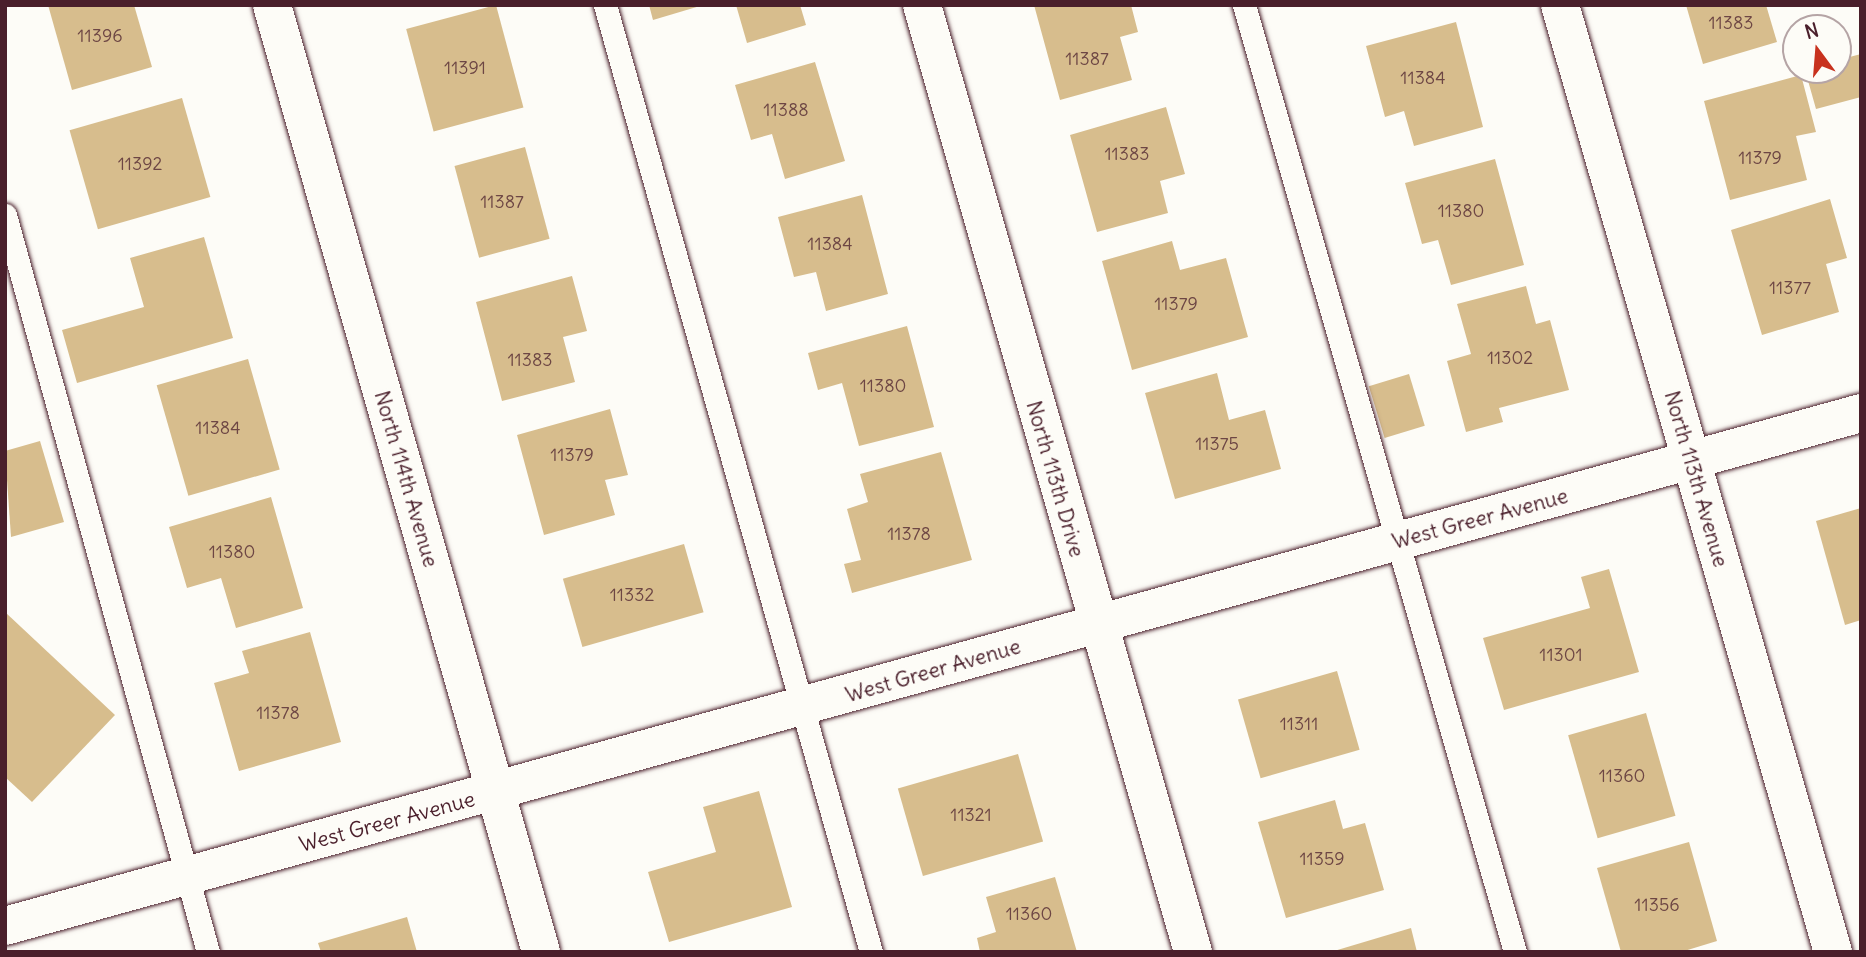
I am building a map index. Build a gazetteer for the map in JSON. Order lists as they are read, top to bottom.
{
  "streets": {
    "street": [
      "North 114th Avenue",
      "North 113th Drive",
      "North 113th Avenue",
      "West Greer Avenue"
    ]
  },
  "crossings": [
    ["North 114th Avenue", "West Greer Avenue"],
    ["North 113th Drive", "West Greer Avenue"],
    ["North 113th Avenue", "West Greer Avenue"]
  ],
  "house_numbers": [
    "11383",
    "11396",
    "11387",
    "11391",
    "11384",
    "11388",
    "11383",
    "11379",
    "11392",
    "11387",
    "11380",
    "11384",
    "11377",
    "11379",
    "11302",
    "11383",
    "11380",
    "11384",
    "11375",
    "11379",
    "11378",
    "11380",
    "11332",
    "11301",
    "11378",
    "11311",
    "11360",
    "11321",
    "11359",
    "11356",
    "11360"
  ],
  "north": "top"
}
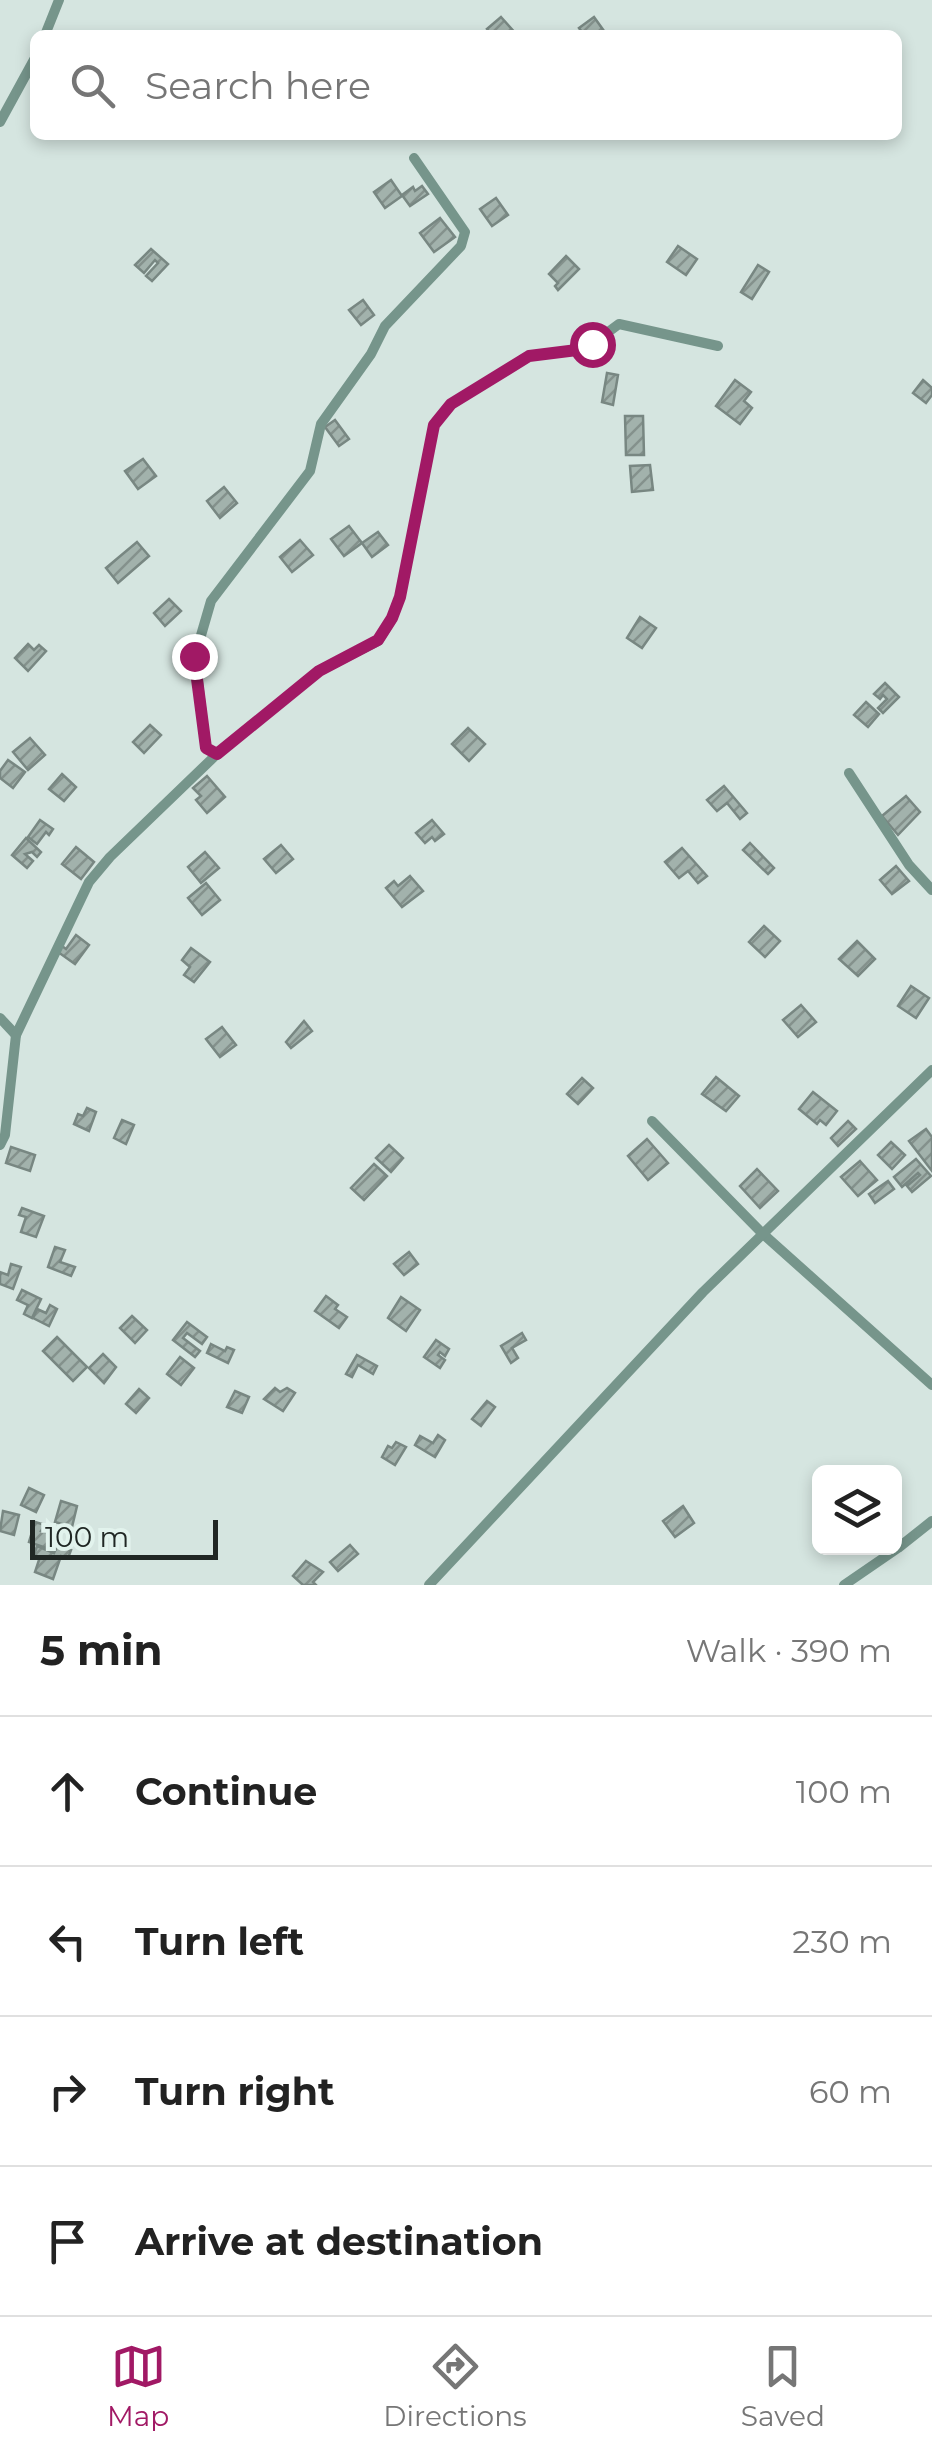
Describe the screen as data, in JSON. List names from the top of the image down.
{
  "scale_bar": "100 m",
  "page": {
    "search": "Search here",
    "scale": "100 m",
    "heading": ["5 min", "Walk · 390 m"],
    "list": [
      ["Continue", "100 m"],
      ["Turn left", "230 m"],
      ["Turn right", "60 m"],
      "Arrive at destination"
    ],
    "nav": ["Map", "Directions", "Saved"]
  }
}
——
## What the task requires
The result should be the full set of entries above, restated exactly and without images.

## Solution
I am building a map index. Build a gazetteer for the map in JSON. Order lists as they are read, top to bottom.
{
  "streets": {
    "street": [
      "North 114th Avenue",
      "North 113th Drive",
      "North 113th Avenue",
      "West Greer Avenue"
    ]
  },
  "crossings": [
    ["North 114th Avenue", "West Greer Avenue"],
    ["North 113th Drive", "West Greer Avenue"],
    ["North 113th Avenue", "West Greer Avenue"]
  ],
  "house_numbers": [
    "11383",
    "11396",
    "11387",
    "11391",
    "11384",
    "11388",
    "11383",
    "11379",
    "11392",
    "11387",
    "11380",
    "11384",
    "11377",
    "11379",
    "11302",
    "11383",
    "11380",
    "11384",
    "11375",
    "11379",
    "11378",
    "11380",
    "11332",
    "11301",
    "11378",
    "11311",
    "11360",
    "11321",
    "11359",
    "11356",
    "11360"
  ],
  "north": "top"
}
Describe the screen as data, in JSON. List names from the top of the image down.
{
  "scale_bar": "100 m",
  "page": {
    "search": "Search here",
    "scale": "100 m",
    "heading": ["5 min", "Walk · 390 m"],
    "list": [
      ["Continue", "100 m"],
      ["Turn left", "230 m"],
      ["Turn right", "60 m"],
      "Arrive at destination"
    ],
    "nav": ["Map", "Directions", "Saved"]
  }
}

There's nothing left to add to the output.